This project is an implementation of a probability of default model, which is used to predict the likelihood that a borrower will default on a loan. The model is trained on a dataset of historical loan data and can be used to make predictions on new loan applications. The Logistic model was created using fine and coarse classing utilizing weight of evidence and information values.

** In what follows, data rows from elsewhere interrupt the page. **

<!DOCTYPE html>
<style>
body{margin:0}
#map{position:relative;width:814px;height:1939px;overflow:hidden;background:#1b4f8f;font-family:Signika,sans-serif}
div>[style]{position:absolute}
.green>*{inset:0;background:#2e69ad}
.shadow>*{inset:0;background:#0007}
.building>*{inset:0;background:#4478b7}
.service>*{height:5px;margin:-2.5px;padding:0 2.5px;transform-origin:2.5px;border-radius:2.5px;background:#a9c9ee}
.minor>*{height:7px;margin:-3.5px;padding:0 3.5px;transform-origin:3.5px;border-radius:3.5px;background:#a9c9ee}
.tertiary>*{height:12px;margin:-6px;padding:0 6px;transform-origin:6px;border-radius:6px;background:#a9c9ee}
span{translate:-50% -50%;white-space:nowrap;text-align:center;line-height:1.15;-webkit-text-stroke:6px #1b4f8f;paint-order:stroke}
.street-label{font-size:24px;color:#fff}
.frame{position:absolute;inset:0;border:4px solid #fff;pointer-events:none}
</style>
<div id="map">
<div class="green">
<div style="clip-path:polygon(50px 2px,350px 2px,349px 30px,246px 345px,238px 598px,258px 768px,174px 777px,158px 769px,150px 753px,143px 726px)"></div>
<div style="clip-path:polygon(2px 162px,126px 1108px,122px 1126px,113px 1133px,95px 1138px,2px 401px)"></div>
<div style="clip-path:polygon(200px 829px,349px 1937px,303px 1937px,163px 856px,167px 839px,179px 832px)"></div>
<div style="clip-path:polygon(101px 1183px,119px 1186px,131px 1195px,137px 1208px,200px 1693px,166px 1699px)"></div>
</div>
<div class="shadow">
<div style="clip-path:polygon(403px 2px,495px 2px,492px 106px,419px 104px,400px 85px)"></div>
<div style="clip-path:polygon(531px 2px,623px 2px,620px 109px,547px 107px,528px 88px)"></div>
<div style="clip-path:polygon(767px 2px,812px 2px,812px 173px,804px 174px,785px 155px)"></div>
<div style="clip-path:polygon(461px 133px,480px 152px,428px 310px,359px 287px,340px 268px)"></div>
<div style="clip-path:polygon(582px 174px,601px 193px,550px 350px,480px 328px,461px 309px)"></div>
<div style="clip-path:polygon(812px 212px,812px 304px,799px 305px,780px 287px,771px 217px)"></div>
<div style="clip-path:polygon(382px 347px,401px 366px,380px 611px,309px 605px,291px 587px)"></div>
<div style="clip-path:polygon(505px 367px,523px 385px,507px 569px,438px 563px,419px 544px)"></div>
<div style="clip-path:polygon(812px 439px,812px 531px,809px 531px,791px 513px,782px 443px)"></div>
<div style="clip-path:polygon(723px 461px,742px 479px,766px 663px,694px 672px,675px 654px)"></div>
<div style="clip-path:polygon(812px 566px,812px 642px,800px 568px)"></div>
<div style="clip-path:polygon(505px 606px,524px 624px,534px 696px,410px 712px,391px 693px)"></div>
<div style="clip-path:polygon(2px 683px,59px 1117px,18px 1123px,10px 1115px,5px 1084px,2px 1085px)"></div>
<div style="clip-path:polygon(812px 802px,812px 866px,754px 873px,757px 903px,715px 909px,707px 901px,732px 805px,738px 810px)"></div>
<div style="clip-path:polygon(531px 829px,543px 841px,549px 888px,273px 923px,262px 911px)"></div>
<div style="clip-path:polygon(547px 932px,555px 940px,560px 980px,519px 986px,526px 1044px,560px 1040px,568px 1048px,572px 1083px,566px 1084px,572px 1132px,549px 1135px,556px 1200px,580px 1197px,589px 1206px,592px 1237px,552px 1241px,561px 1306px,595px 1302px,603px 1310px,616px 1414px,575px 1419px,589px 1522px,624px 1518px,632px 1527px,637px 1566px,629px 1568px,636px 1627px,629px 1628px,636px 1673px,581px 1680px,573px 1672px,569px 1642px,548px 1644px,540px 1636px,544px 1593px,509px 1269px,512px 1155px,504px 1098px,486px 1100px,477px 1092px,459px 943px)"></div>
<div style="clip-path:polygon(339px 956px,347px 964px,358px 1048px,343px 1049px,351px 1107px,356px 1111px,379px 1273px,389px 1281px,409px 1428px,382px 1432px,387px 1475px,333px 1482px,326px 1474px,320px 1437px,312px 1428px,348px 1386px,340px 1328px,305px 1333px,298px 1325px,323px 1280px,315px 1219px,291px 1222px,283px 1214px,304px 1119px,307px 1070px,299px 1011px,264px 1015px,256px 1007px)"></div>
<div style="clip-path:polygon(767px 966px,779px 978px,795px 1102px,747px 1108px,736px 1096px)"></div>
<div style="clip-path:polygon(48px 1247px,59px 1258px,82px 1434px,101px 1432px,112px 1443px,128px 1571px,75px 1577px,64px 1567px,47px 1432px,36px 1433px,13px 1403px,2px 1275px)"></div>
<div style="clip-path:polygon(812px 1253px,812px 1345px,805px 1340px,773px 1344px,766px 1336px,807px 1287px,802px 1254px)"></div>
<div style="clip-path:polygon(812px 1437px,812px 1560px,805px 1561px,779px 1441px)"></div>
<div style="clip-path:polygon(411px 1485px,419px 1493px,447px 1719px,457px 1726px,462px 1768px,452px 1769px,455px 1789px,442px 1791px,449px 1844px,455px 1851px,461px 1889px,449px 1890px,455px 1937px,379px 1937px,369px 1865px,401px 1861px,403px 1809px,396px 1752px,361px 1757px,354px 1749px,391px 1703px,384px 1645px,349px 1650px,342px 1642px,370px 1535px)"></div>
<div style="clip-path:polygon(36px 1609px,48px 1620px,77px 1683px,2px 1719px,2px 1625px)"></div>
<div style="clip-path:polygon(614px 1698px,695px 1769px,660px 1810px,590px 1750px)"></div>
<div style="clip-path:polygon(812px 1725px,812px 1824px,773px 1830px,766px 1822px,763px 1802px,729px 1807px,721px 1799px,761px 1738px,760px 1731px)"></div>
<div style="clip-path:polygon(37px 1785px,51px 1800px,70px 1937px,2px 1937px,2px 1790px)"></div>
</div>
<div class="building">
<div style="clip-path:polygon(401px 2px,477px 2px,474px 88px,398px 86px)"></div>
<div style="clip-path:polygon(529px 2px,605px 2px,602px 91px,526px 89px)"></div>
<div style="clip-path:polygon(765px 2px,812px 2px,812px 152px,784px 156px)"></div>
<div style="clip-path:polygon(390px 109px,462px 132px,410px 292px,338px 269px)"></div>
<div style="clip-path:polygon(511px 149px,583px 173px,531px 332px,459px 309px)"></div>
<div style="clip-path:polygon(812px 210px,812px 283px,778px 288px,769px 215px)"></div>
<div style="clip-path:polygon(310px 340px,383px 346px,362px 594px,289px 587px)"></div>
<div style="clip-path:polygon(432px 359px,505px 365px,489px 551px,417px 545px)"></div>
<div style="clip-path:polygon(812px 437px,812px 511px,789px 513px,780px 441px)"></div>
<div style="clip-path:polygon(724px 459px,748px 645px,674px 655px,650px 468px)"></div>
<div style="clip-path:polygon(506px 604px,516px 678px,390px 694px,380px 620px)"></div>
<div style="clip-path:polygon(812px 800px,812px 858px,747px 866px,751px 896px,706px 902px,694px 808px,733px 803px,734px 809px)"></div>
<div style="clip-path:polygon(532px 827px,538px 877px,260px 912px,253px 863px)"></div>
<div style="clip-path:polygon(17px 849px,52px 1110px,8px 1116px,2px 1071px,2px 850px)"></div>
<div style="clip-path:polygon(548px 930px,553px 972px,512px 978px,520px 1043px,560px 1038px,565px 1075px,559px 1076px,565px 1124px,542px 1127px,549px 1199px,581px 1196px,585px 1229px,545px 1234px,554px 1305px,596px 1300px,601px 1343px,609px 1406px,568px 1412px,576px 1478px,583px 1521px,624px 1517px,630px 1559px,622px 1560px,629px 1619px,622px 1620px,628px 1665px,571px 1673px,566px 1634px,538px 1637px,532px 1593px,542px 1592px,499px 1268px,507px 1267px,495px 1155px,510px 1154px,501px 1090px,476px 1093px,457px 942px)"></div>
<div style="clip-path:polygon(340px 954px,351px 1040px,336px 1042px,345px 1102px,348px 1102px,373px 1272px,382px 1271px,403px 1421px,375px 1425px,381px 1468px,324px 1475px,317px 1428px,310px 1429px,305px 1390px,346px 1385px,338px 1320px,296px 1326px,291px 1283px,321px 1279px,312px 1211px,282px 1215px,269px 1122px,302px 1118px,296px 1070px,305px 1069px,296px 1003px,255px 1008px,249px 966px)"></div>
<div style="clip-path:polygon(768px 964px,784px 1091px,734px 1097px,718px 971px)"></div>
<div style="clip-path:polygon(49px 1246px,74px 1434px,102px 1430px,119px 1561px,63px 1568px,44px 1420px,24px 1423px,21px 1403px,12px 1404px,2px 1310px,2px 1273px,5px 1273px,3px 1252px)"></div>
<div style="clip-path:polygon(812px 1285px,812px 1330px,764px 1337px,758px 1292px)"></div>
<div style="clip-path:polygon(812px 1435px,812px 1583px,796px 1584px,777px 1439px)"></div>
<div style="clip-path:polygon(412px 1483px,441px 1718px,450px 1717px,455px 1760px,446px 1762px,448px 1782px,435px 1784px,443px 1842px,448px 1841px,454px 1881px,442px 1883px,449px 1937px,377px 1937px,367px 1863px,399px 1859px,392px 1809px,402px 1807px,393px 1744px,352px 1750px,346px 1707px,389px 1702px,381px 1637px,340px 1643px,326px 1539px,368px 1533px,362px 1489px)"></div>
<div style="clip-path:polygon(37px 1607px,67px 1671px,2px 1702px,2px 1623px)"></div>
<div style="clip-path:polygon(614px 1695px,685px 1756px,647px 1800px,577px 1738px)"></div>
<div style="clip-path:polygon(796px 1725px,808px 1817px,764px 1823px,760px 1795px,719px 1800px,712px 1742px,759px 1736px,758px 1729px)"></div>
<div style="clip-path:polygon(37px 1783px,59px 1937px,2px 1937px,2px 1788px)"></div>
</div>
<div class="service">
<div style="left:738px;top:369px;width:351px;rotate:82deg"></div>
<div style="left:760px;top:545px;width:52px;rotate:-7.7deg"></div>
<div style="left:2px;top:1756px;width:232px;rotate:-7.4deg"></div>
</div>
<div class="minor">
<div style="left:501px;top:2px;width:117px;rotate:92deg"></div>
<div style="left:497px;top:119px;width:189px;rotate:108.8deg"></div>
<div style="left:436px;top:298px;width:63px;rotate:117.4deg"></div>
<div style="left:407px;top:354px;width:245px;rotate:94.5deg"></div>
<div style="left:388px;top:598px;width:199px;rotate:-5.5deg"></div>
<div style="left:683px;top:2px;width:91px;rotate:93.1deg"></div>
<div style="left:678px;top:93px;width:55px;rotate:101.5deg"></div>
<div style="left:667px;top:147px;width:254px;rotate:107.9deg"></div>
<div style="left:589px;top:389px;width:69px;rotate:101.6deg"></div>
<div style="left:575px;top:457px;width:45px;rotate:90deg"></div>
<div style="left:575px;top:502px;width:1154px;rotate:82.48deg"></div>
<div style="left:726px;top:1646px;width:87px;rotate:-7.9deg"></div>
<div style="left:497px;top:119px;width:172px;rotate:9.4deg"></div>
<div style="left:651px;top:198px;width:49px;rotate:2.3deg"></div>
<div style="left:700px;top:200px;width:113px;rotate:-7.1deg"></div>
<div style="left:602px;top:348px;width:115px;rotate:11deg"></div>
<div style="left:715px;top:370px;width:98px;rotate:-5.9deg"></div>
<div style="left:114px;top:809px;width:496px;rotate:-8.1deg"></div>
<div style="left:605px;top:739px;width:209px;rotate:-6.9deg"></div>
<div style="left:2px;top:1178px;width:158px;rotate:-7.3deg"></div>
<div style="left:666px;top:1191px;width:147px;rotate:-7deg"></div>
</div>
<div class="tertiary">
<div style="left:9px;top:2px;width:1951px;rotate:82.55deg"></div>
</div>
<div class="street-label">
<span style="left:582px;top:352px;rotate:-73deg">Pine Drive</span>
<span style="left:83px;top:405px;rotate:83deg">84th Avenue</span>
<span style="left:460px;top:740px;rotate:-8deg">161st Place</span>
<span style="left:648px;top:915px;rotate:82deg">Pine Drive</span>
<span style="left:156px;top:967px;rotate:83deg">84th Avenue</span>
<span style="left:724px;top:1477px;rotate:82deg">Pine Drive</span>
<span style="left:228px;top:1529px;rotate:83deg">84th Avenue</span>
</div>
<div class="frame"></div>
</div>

The model was evaluated using the ROC curve, Gini coefficient, and Kolmogorov-Smirnov test. The final output is an easy-to-use scorecard that ranges from 300 to 850.
- Data
- Preprocessing
- Feature Engineering
- Model Training
- Model Evaluation
- Scorecard
- Contributing
- License
The dataset used for this project is sourced from LendingClub and consists of historical data on loans issued by the platform. The data includes information such as loan amount, interest rate, borrower income, and credit score, as well as whether the loan was fully paid off or defaulted.
The dataset can be found here: Dataset
Before training the model, the data is preprocessed to ensure that it is in the correct format and that any missing values are handled appropriately. The preprocessing steps include:
- Dropping irrelevant columns
- Handling missing values
- Converting categorical features into numerical features using one-hot encoding
- Scaling numerical features
The preprocessing code can be found in the preprocessing.py
file.
In addition to preprocessing, we also perform feature engineering to create new features that may be more informative than the original features. The feature engineering steps include:
- Creating new features based on the original features (e.g., debt-to-income ratio)
- Removing redundant features
- Using domain knowledge to create new features (e.g., calculating the number of delinquent accounts)
The feature engineering code can be found in the PD_Model.ipynb
file.
The model is trained using a logistic regression algorithm, which is a popular algorithm for binary classification problems such as this one. The training code can be found in the PD_Model.ipynb
file.
The trained model is evaluated on the testing set to assess its performance. The evaluation metrics used include the ROC curve, Gini coefficient, and Kolmogorov-Smirnov test. The evaluation code and results can be found in the PD_Model.ipynb
file.
The final output is an easy-to-use scorecard that ranges from 300 to 850. Fine and coarse classing with weight of evidence and information values were used to create the binning for the variables on the scorecard.
If you would like to contribute to this project, feel free to submit a pull request or open an issue.
This project is licensed under the MIT License.